# RECORDS SHOWN:
* * *

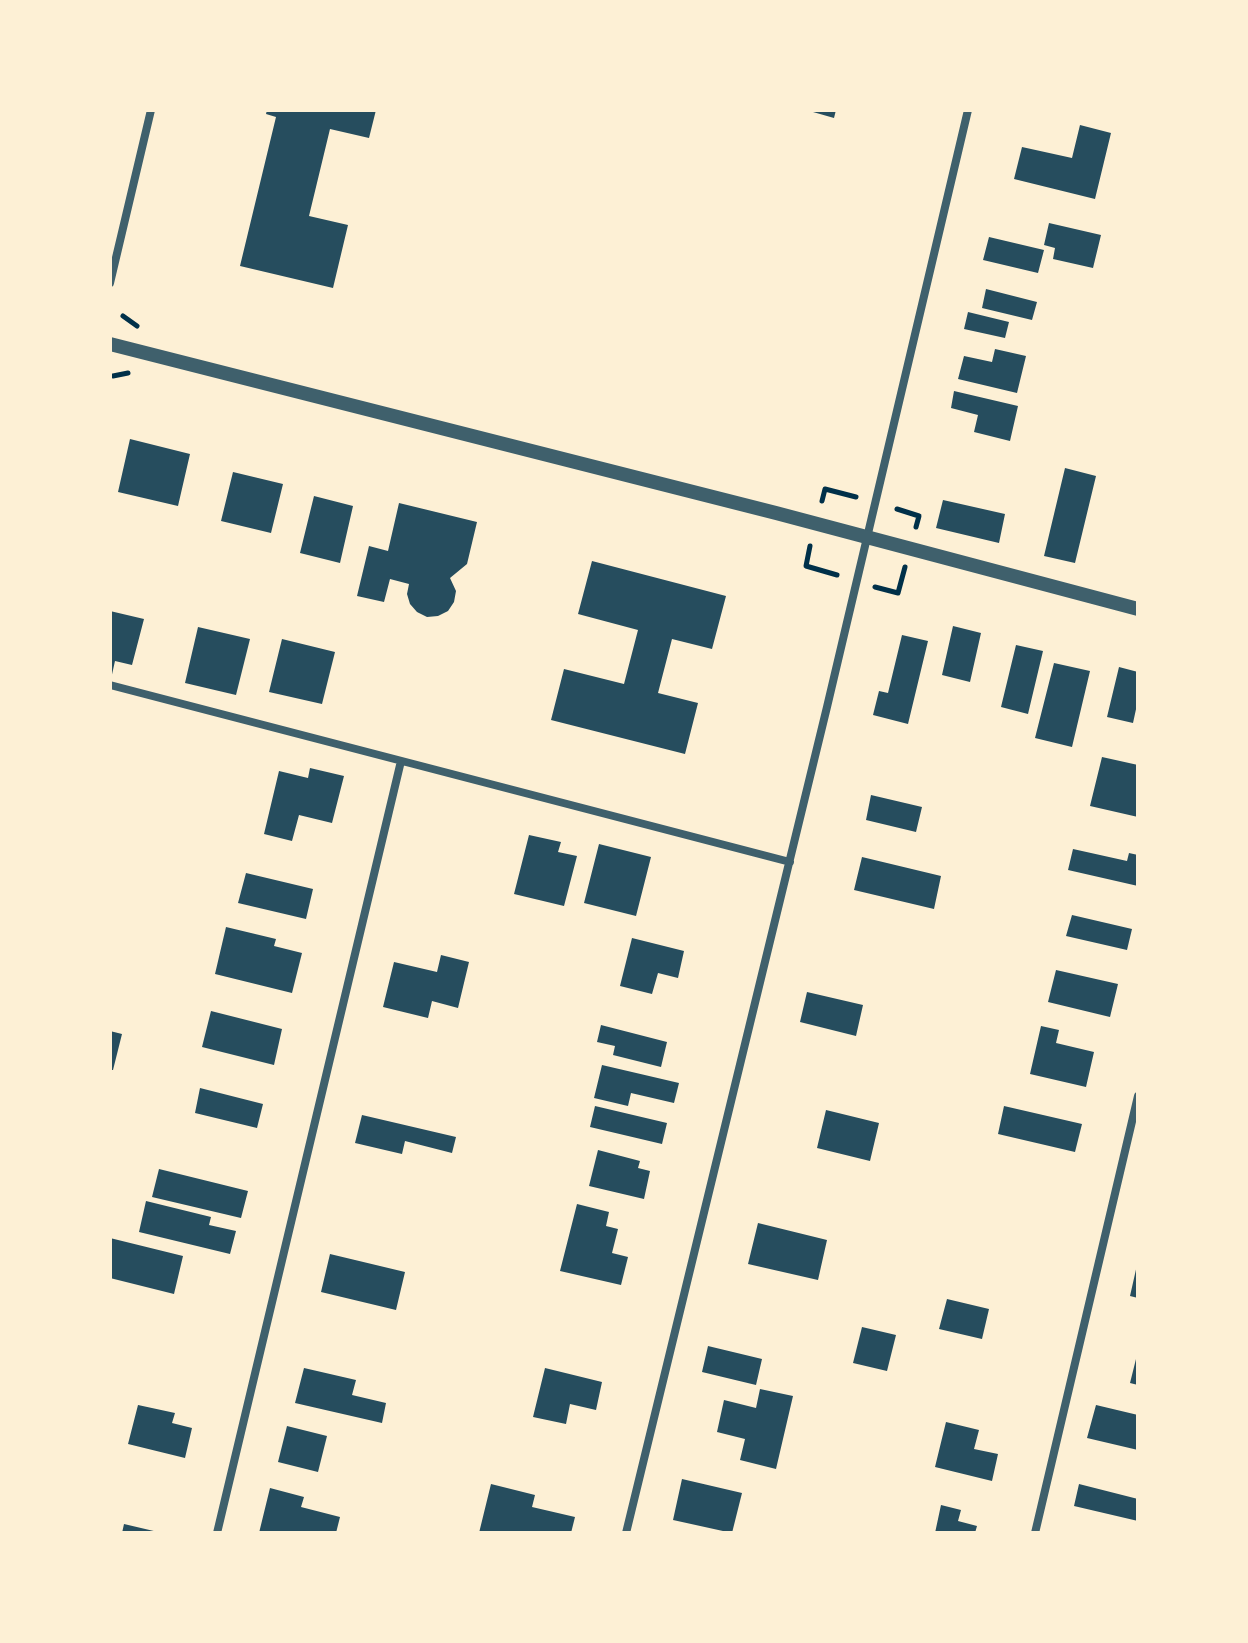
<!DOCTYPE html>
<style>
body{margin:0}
#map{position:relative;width:1248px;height:1643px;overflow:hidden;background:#fdf0d5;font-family:"Open Sans",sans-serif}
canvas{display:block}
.frame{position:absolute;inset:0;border:112px solid #fdf0d5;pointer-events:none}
</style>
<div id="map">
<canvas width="1248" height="1643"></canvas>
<div class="frame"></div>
</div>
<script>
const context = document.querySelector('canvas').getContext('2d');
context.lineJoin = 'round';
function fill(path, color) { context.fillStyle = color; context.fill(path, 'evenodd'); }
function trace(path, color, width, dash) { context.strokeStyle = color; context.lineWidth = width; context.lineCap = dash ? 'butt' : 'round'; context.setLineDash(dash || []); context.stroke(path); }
fill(new Path2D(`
 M267,110H376L369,138L330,129L309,216L348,225L333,288L240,266L276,117L266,114Z
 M806,110H836L834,118Z
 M1080,125L1111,133L1095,199L1014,179L1022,147L1072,158Z
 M1049,223L1101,235L1093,268L1053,259L1055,248L1044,245Z
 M989,237L1044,250L1038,273L983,260Z
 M986,289L1037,302L1032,320L982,308Z
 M968,312L1009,322L1005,338L964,329Z
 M995,349L1026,356L1017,393L958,379L964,356L992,362Z
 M954,391L1018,406L1010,441L974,432L978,415L951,408Z
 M130,439L190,454L178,506L118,492Z
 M1065,468L1096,476L1075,563L1044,556Z
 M233,472L283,484L271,533L221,521Z
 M314,496L353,506L340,563L300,553Z
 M943,500L1005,514L999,543L936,528Z
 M399,503L477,522L467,564L450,578L456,591L454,602L448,611L438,616L427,617L417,612L410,604L407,594L409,584L390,579L384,602L357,596L369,546L388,551Z
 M592,561L726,596L712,649L672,639L658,693L698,703L685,754L551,720L564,669L624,684L638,630L578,614Z
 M110,611L144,619L132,665L115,661L111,679Z
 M953,626L981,633L970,682L942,675Z
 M198,627L250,639L236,695L185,683Z
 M902,635L928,641L908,724L873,715L879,691L888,693Z
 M282,639L335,652L322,704L269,692Z
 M1016,645L1043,651L1028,714L1001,707Z
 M1054,663L1090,671L1072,747L1035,738Z
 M1119,667L1138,672V700L1133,723L1107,717Z
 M1102,757L1138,765V817L1090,806Z
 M310,768L344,776L332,823L299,815L292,841L264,834L279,771L308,778Z
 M871,795L922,807L916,832L866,820Z
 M529,835L561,842L558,852L577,856L564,906L514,894Z
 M599,844L651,857L636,916L584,903Z
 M1073,849L1127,861L1129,853L1138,855V886L1068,870Z
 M862,857L941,876L934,909L854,890Z
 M246,873L313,889L306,919L238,903Z
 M1072,915L1132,929L1127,950L1066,936Z
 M226,927L276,939L274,946L302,953L292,993L215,974Z
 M632,938L684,951L678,978L658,973L652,994L620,986Z
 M441,955L469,962L458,1008L432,1001L428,1018L383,1007L394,962L437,972Z
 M1056,970L1118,984L1110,1017L1048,1002Z
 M807,992L863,1005L856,1036L800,1022Z
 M211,1011L282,1029L274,1065L202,1047Z
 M601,1025L667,1042L661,1067L613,1055L615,1046L597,1042Z
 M1041,1026L1059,1030L1056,1043L1094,1052L1086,1087L1030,1074Z
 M110,1031L122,1034L113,1070H110Z
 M602,1065L679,1083L674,1103L631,1093L628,1106L594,1098Z
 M200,1088L263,1104L257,1128L195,1113Z
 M595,1106L667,1123L662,1144L590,1127Z
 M1004,1106L1082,1124L1075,1152L998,1134Z
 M826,1110L879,1123L870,1161L817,1148Z
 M362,1115L456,1137L452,1153L405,1141L402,1154L355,1143Z
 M598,1150L640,1161L638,1168L650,1171L644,1199L589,1186Z
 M159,1169L248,1191L241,1218L152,1197Z
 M146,1201L211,1217L209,1225L236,1231L230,1254L139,1232Z
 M577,1204L609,1212L606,1226L618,1229L612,1253L628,1257L621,1285L560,1271Z
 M758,1223L827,1240L818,1280L748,1264Z
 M110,1238L183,1256L174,1294L110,1278Z
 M330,1254L405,1272L396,1310L321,1292Z
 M1137,1265H1138V1298L1130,1296Z
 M947,1299L989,1309L982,1339L939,1329Z
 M862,1327L896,1335L887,1371L853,1363Z
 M708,1346L762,1359L756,1385L702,1372Z
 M1137,1355H1138V1385L1130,1383Z
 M304,1368L356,1380L352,1395L386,1403L382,1423L295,1403Z
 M545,1368L602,1382L596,1410L570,1404L566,1424L533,1417Z
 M760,1389L793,1396L776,1469L740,1460L745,1439L717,1432L724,1400L756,1408Z
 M138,1405L175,1413L172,1423L192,1428L185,1458L128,1444Z
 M1096,1405L1138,1415V1450L1087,1438Z
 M946,1422L979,1430L974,1449L998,1454L992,1481L935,1467Z
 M287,1426L327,1436L318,1472L278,1462Z
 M682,1479L742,1493L732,1533L673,1520Z
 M491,1484L535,1495L532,1507L575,1517L571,1533H479Z
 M1079,1484L1138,1499V1521L1074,1506Z
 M270,1488L304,1497L301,1507L340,1517L336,1533H259Z
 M941,1505L961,1510L958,1521L977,1526L975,1533H935Z
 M124,1524L158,1532V1533H122Z`), '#264d5e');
trace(new Path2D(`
 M123,316L137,326
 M113,376L128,373
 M822,501L825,489L856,497
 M897,509L919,516L916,527
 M810,546L806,566L837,575
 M875,587L898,593L905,567`), '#003049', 5);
trace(new Path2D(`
 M110,283L151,110
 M110,685L790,862
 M217,1533L401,761
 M626,1533L827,707L968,110
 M1035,1533L1138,1096`), '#3f606c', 8);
trace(new Path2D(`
 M110,344L776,513L1138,609`), '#3f606c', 14);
</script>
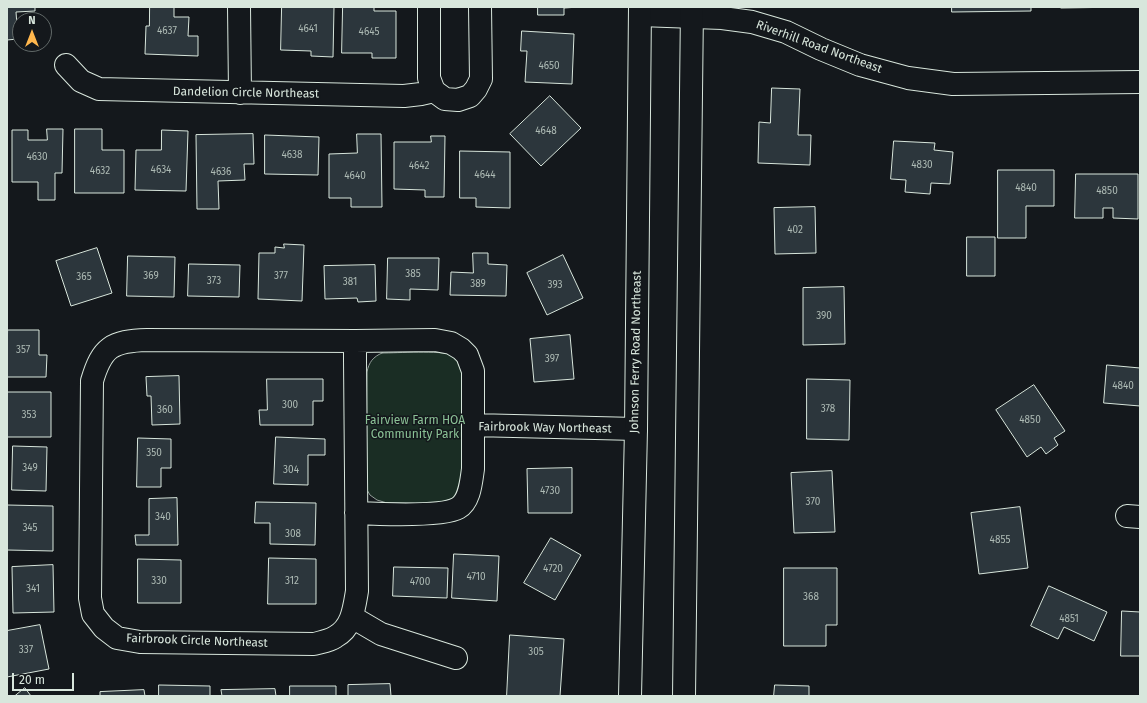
<!DOCTYPE html>
<style>
body{margin:0}
#map{position:relative;width:1147px;height:703px;overflow:hidden;background:#14181c;font-family:"Fira Sans",sans-serif}
canvas{display:block}
.frame{position:absolute;inset:0;border:8px solid #d8e6dc;pointer-events:none}
.north{position:absolute;left:12px;top:12px;width:40px;height:40px;box-sizing:border-box;background:#14181c;border:1px solid #626a69;border-radius:50%;rotate:0deg;font-size:11px;font-weight:700;line-height:16px;text-align:center;color:#d8e6dc}
.north::after{content:'';display:block;margin:auto;width:14px;height:18px;background:#ffb74d;clip-path:polygon(50% 0,100% 100%,50% 72%,0 100%)}
.scale{position:absolute;left:12px;top:673px;width:62px;height:18px;box-sizing:border-box;border:2px solid #d8e6dc;border-top:0;padding-left:5px;font-size:12px;line-height:14px;white-space:nowrap;color:#d8e6dc;-webkit-text-stroke:3px #14181c;paint-order:stroke}
</style>
<div id="map">
<canvas width="1147" height="703"></canvas>
<div class="frame"></div>
<div class="north">N</div>
<div class="scale">20 m</div>
</div>
<script>
const c = document.querySelector('canvas').getContext('2d');
c.lineJoin = 'round';
function paint(path, color) { c.fillStyle = color; c.fill(path, 'evenodd'); }
function stroke(path, color, width, dash) { c.strokeStyle = color; c.lineWidth = width; c.lineCap = dash ? 'butt' : 'round'; c.setLineDash(dash || []); c.stroke(path); }
function label(font, color, halo, rows, align = 'center') {
  c.font = font + ' "Fira Sans",sans-serif'; c.lineWidth = 3; c.setLineDash([]); c.textBaseline = 'middle'; c.strokeStyle = halo; c.fillStyle = color; for (const [text, x, y, turn = 0] of rows) {
    c.save(); c.translate(x, y); c.rotate((+turn || 0) * Math.PI / 180); c.textAlign = isNaN(turn) ? turn : align; if (halo) c.strokeText(text, 0, 0); c.fillText(text, 0, 0); c.restore();
  }
}
const green = new Path2D(`
 M382,353C398,353 440,350 452,355C459,358 461,365 463,370L462,482L455,498L446,503H387L377,500L370,495L366,488L367,372C369,362 373,357 382,353Z`);
const building = new Path2D(`
 M7,7H35V11L16,12L18,39L7,40Z
 M150,7H174V17H189L188,36H198V56L145,54L146,26H149Z
 M282,7H334L333,57L311,56V51L281,50Z
 M343,7H374V11H396V58H372V53H342Z
 M538,7H579L564,8V15H538Z
 M952,7H1031V11L952,12Z
 M1061,7H1125L1061,8Z
 M522,31L574,34L572,84L525,82L527,51H521Z
 M772,88L800,89L798,135H811L810,165L758,163L759,122L770,123Z
 M550,96L581,128L541,166L510,134Z
 M47,129H63L62,173H55V200H38V182H12V130H28V140H47Z
 M75,129H102V150H124V193H75Z
 M162,130L188,131L186,191L135,190L136,150H161Z
 M253,134L254,164H244L245,180L218,181L219,209H197L196,135Z
 M357,134H381L382,207H351V198H329V154L357,153Z
 M265,135L319,137L318,175L265,174Z
 M431,136H445L444,197H425V190L394,189V142H431Z
 M894,141L935,143L934,150L953,152L950,184L931,183L930,194L905,192L906,180L891,179Z
 M460,151L510,152V208L476,207V198H460Z
 M998,170H1054V206H1026V238H998Z
 M1076,174H1138V219L1113,218V208H1103V218H1075Z
 M815,207L816,253L775,254L774,208Z
 M967,237H995V276H967Z
 M284,244L304,245L302,301L258,299L259,253H275V247L284,248Z
 M97,248L112,293L71,306L56,261Z
 M473,253H488V264L507,265L506,296L450,295L451,272L473,273Z
 M563,255L583,298L547,315L527,273Z
 M128,256L175,257L174,297L127,296Z
 M388,258H439L438,290L410,289V300L387,299Z
 M189,264L240,265L239,297L188,296Z
 M375,265L376,301L358,302L357,298L325,299L324,266Z
 M844,287L845,344L803,345V288Z
 M8,330H39V355H47L46,377H7Z
 M570,335L574,379L534,382L530,339Z
 M1107,365L1140,368V406L1104,403Z
 M179,376L180,424L152,425L151,396H147L146,377Z
 M267,379H323V401H313V425H260L259,410H267Z
 M807,379L850,380L849,440L807,439Z
 M1034,385L1065,431L1054,438L1058,445L1046,454L1041,447L1027,457L996,410Z
 M7,392H51V437H7Z
 M276,437L325,439V455H308V485L274,484Z
 M138,438L171,439V468H161V487H137Z
 M13,446L47,447L46,491L12,490Z
 M572,468V513H528L527,469Z
 M832,471L835,532L794,533L791,473Z
 M177,498L178,545H136L135,535H149V499Z
 M256,502L316,503L315,545L270,544V523H255Z
 M7,505L53,506V551L7,550Z
 M1020,507L1028,568L979,574L971,513Z
 M551,538L581,555L555,600L524,583Z
 M454,554L499,556L497,601L452,598Z
 M269,558L316,559V604H268Z
 M138,559L181,560V603H138Z
 M53,565L54,612L13,613L12,567Z
 M394,567L448,568L447,598L393,596Z
 M784,568H837V625H826V646H784Z
 M1049,586L1107,612L1094,641L1064,627L1058,639L1031,626Z
 M1122,611L1140,612V656H1121Z
 M40,625L49,669L7,677V631Z
 M510,635L564,639L560,696H507Z
 M390,684L391,696H348V685Z
 M159,685L210,686V696H159Z
 M775,685L809,686V696H774Z
 M290,686H336V696H290Z
 M25,688L31,696H15Z
 M275,689L276,696H222L221,690Z
 M144,690L145,696H100V692Z`);
const minor = new Path2D(`
 M239,7L240,93
 M429,7V78L434,91L445,99L458,100L470,96L476,89L481,79L480,7
 M640,15L722,18L752,22L786,32L821,49L860,65L908,78L953,84L1140,82
 M66,65L81,81L99,89L404,96L421,94L434,91
 M355,341V360L357,591C354,609 352,628 335,637C329,641 321,642 314,644L140,642L117,638L104,628L93,614L90,598L92,381C102,347 112,341 147,340L355,341L435,340L451,343L461,349L467,355L473,371V469C471,482 470,501 458,508C443,517 377,514 356,513
 M473,425L636,429
 M1127,516L1140,517
 M352,617L381,634L456,658`);
const major = new Path2D(`
 M630,696L636,429L640,7
 M684,696L692,7`);
const numberNames = [
 ["4641",308,29],
 ["4637",167,31],
 ["4645",369,32],
 ["4650",549,66],
 ["4648",546,131],
 ["4638",292,155],
 ["4630",37,157],
 ["4830",922,165],
 ["4642",419,166],
 ["4634",161,170],
 ["4632",100,171],
 ["4636",221,172],
 ["4644",485,175],
 ["4640",355,176],
 ["4840",1026,188],
 ["4850",1107,191],
 ["402",795,230],
 ["385",413,274],
 ["369",151,276],
 ["377",281,276],
 ["365",84,277],
 ["373",214,281],
 ["381",350,282],
 ["389",478,284],
 ["393",555,285],
 ["390",824,316],
 ["357",23,350],
 ["397",552,359],
 ["4840",1123,386],
 ["300",290,405],
 ["378",828,409],
 ["360",165,410],
 ["353",29,415],
 ["4850",1030,420],
 ["350",154,453],
 ["349",30,468],
 ["304",291,470],
 ["4730",550,491],
 ["370",813,502],
 ["340",163,517],
 ["345",30,528],
 ["308",293,534],
 ["4855",1000,540],
 ["4720",553,569],
 ["4710",476,577],
 ["330",159,581],
 ["312",292,581],
 ["4700",420,582],
 ["341",33,589],
 ["368",811,597],
 ["4851",1069,619],
 ["337",26,650],
 ["305",536,652]
];
const streetNames = [
 ["Riverhill Road Northeast",819,47,20],
 ["Dandelion Circle Northeast",246,93,1],
 ["Johnson Ferry Road Northeast",636,352,-89],
 ["Fairbrook Way Northeast",545,428,1],
 ["Fairbrook Circle Northeast",197,641,2]
];
const parkNames = [
 ["Fairview Farm HOA",415,421],
 ["Community Park",415,435]
];
paint(green, '#1a2d24');
stroke(green, '#939e99', 1);
paint(building, '#2c363c');
stroke(building, '#d8e6dc', 1);
stroke(minor, '#d8e6dc', 24);
stroke(major, '#d8e6dc', 24);
stroke(minor, '#14181c', 22);
stroke(major, '#14181c', 22);
label('10px', '#adbab4', null, numberNames);
label('12px', '#d8e6dc', '#14181c', streetNames);
label('12px', '#8ac095', '#14181c', parkNames);
</script>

* * *

# INSTRUCTIONS FOR THE TASK:
An exact copy of the lines above, from the one containing "function fill(path, color)" through the one containing "M1049,223L1101,235L1093,268L1053,259L1055,248L1044,245Z", is the whole of the answer.

# REPLY TO THE TASK:
function fill(path, color) { context.fillStyle = color; context.fill(path, 'evenodd'); }
function trace(path, color, width, dash) { context.strokeStyle = color; context.lineWidth = width; context.lineCap = dash ? 'butt' : 'round'; context.setLineDash(dash || []); context.stroke(path); }
fill(new Path2D(`
 M267,110H376L369,138L330,129L309,216L348,225L333,288L240,266L276,117L266,114Z
 M806,110H836L834,118Z
 M1080,125L1111,133L1095,199L1014,179L1022,147L1072,158Z
 M1049,223L1101,235L1093,268L1053,259L1055,248L1044,245Z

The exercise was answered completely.